━━━━━ ENTRIES SHOWN

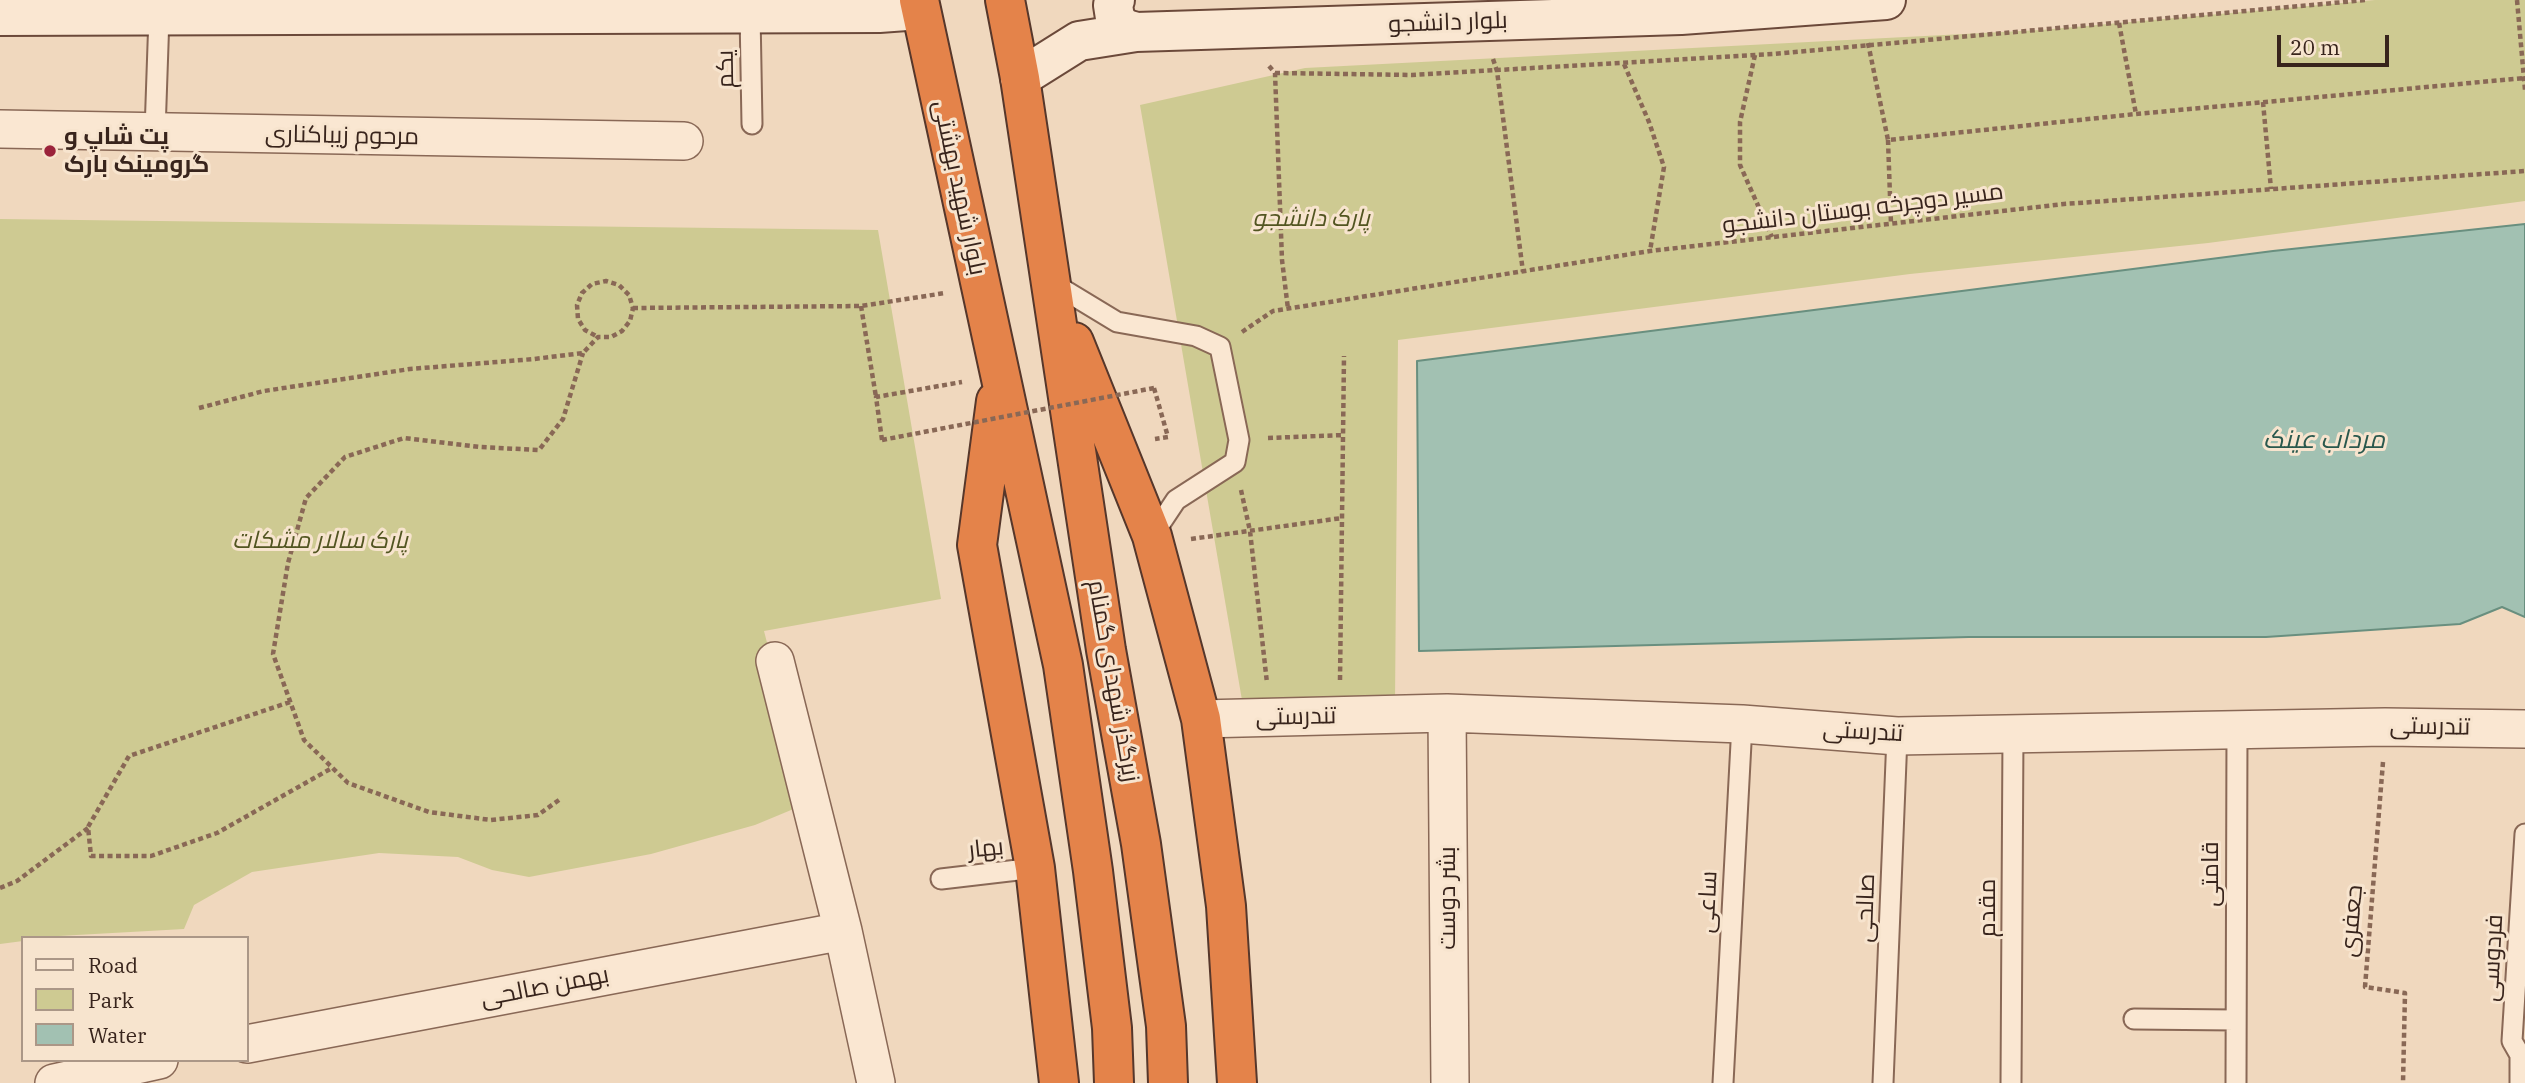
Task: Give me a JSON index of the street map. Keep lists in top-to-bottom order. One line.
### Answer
{"streets":{"highway":["بلوار شهید بهشتی","زیرگذر شهدای گمنام"],"street":["بلوار دانشجو","مرحوم زیباکناری","تندرستی","بشر دوست","بهمن صالحی"],"lane":["یکم","بهار","قامتی","ساعی","صالحی","مقدم","فردوسی"],"path":["مسیر دوچرخه بوستان دانشجو","جعفری"]},"crossings":[["بلوار شهید بهشتی","زیرگذر شهدای گمنام"],["تندرستی","قامتی"],["تندرستی","بشر دوست"],["تندرستی","ساعی"],["تندرستی","صالحی"],["تندرستی","مقدم"],["تندرستی","جعفری"]],"water":["مرداب عینک"],"parks":["پارک دانشجو","پارک سالار مشکات"],"places":["پت شاپ و گرومینک بارک"],"legend":["Road","Park","Water"],"scale_bar":"20 m"}
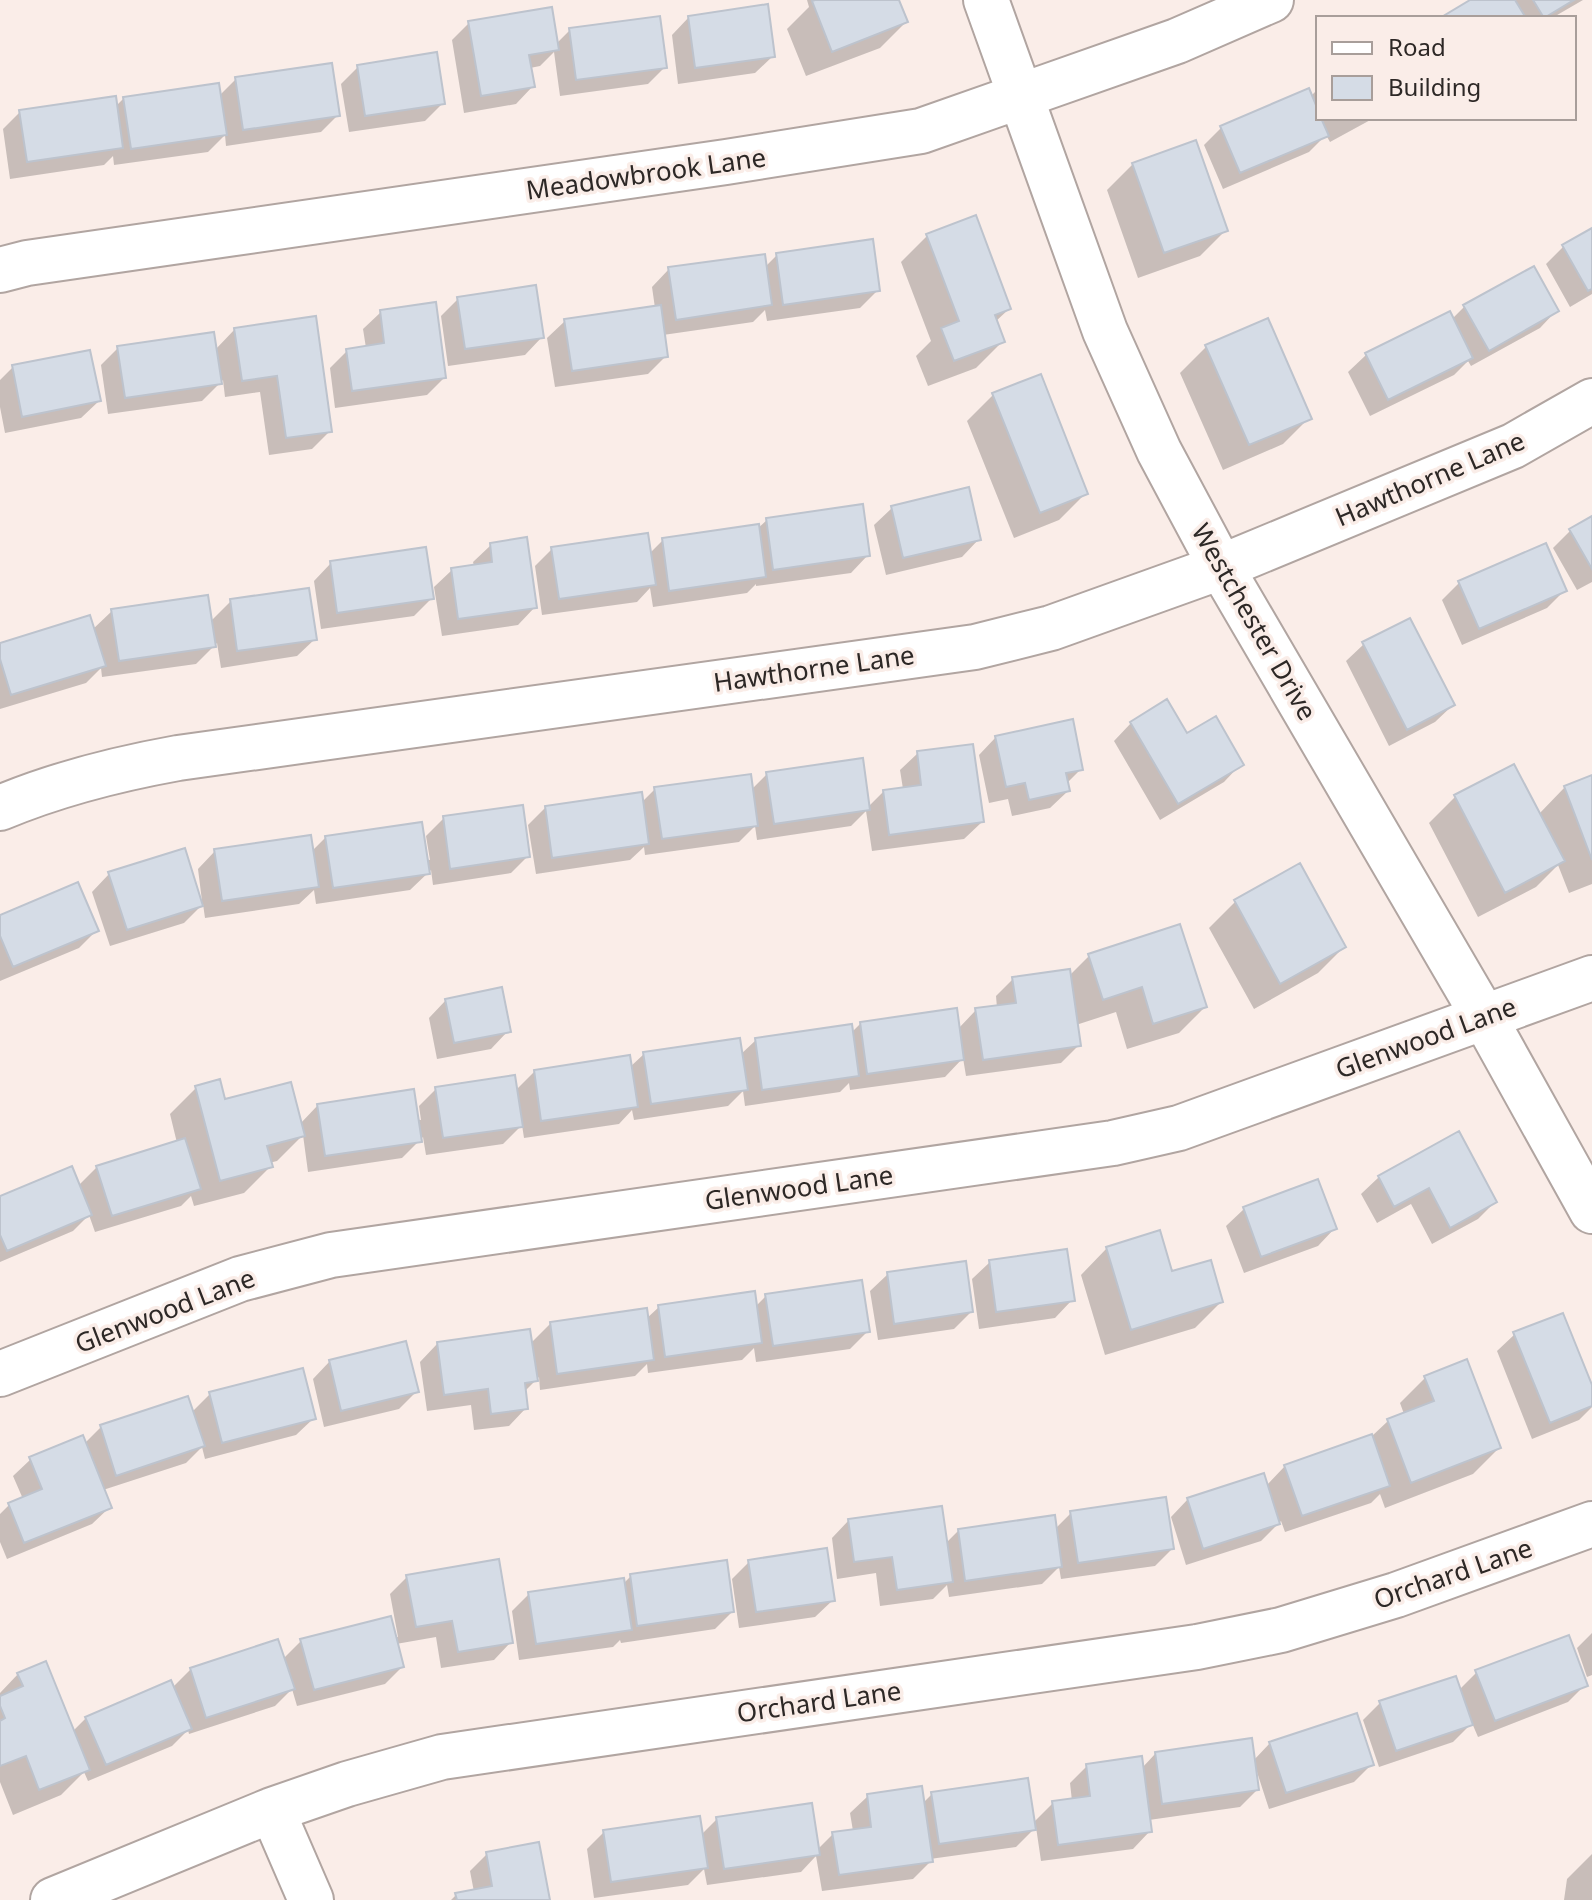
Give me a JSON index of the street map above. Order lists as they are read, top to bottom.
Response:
{
  "streets": {
    "street": [
      "Meadowbrook Lane",
      "Hawthorne Lane",
      "Westchester Drive",
      "Glenwood Lane",
      "Orchard Lane"
    ]
  },
  "crossings": [
    ["Meadowbrook Lane", "Westchester Drive"],
    ["Hawthorne Lane", "Westchester Drive"],
    ["Westchester Drive", "Glenwood Lane"]
  ],
  "legend": ["Road", "Building"]
}
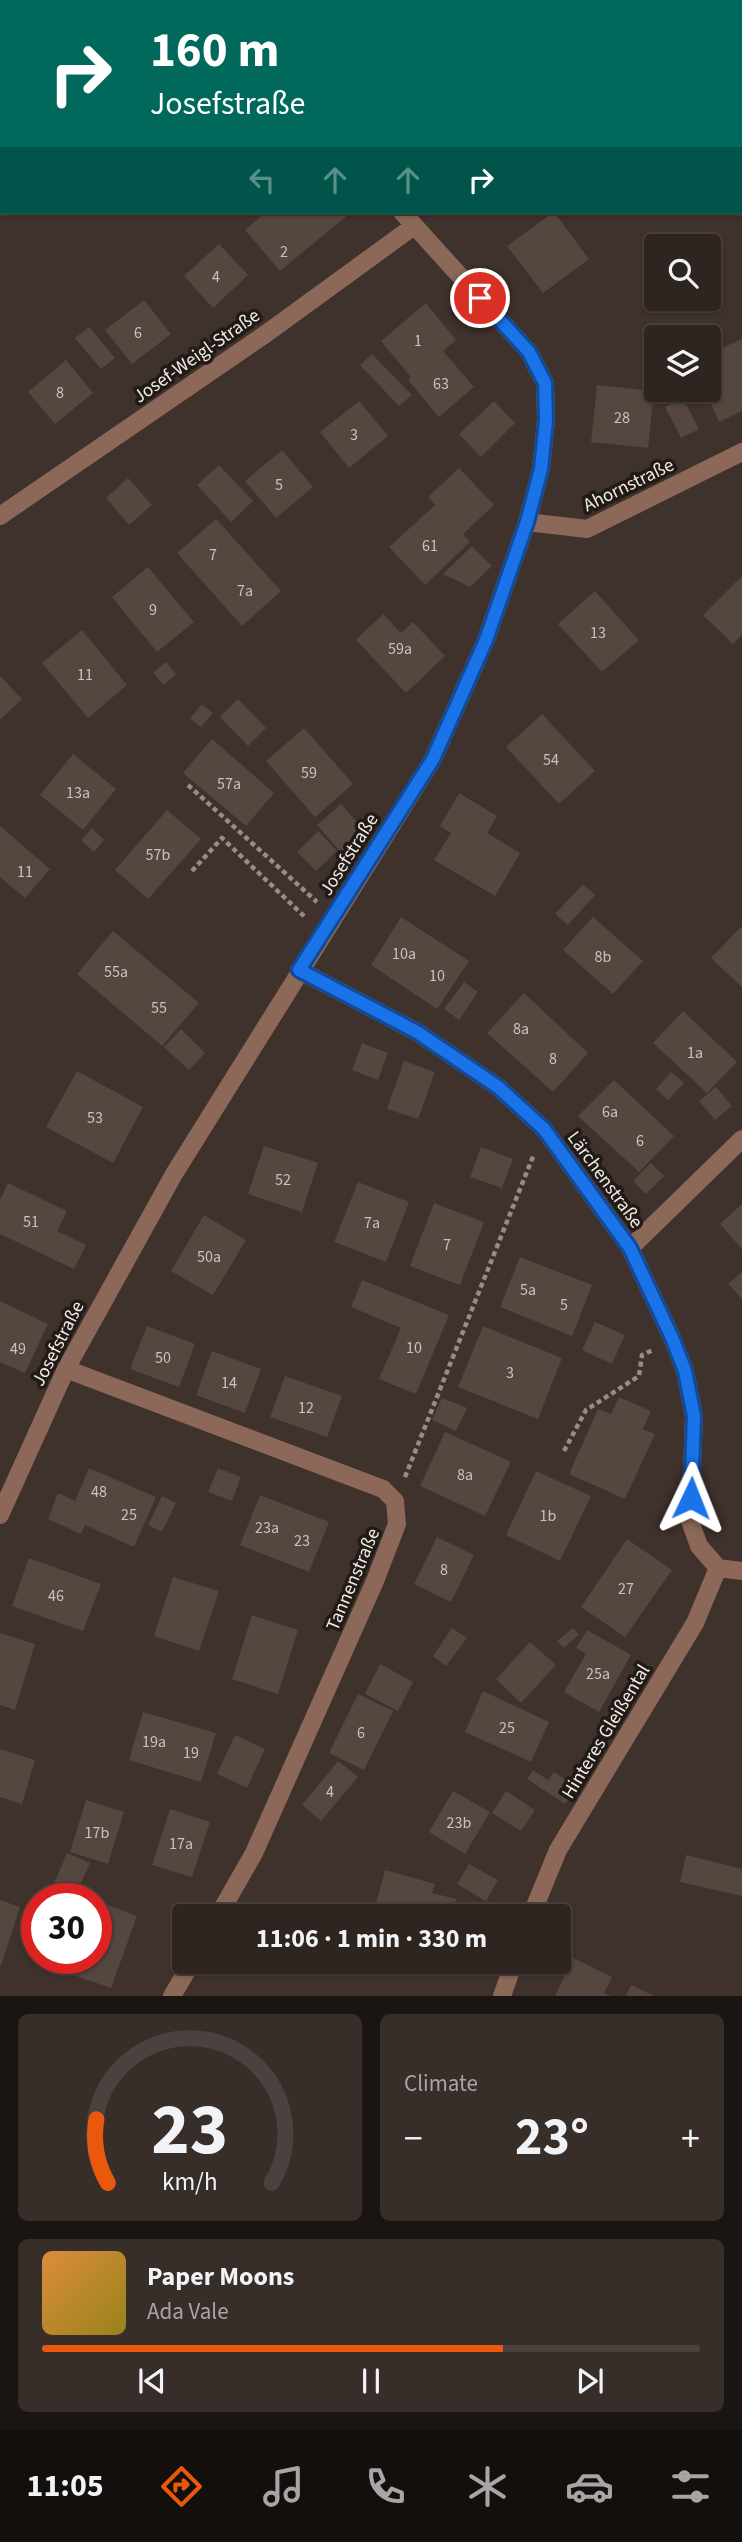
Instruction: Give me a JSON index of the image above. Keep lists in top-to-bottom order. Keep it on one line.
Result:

━━━━━━━━━━

* _WHAT THE TASK ASKS_: Each line above that contains the word "bottom" should be returned.

* _RESULT OF THE TASK_:
Task: Give me a JSON index of the street map. Keep lists in top-to-bottom order. One line.
Give me a JSON index of the street map above. Order lists as they are read, top to bottom.
Instruction: Give me a JSON index of the image above. Keep lists in top-to-bottom order. Keep it on one line.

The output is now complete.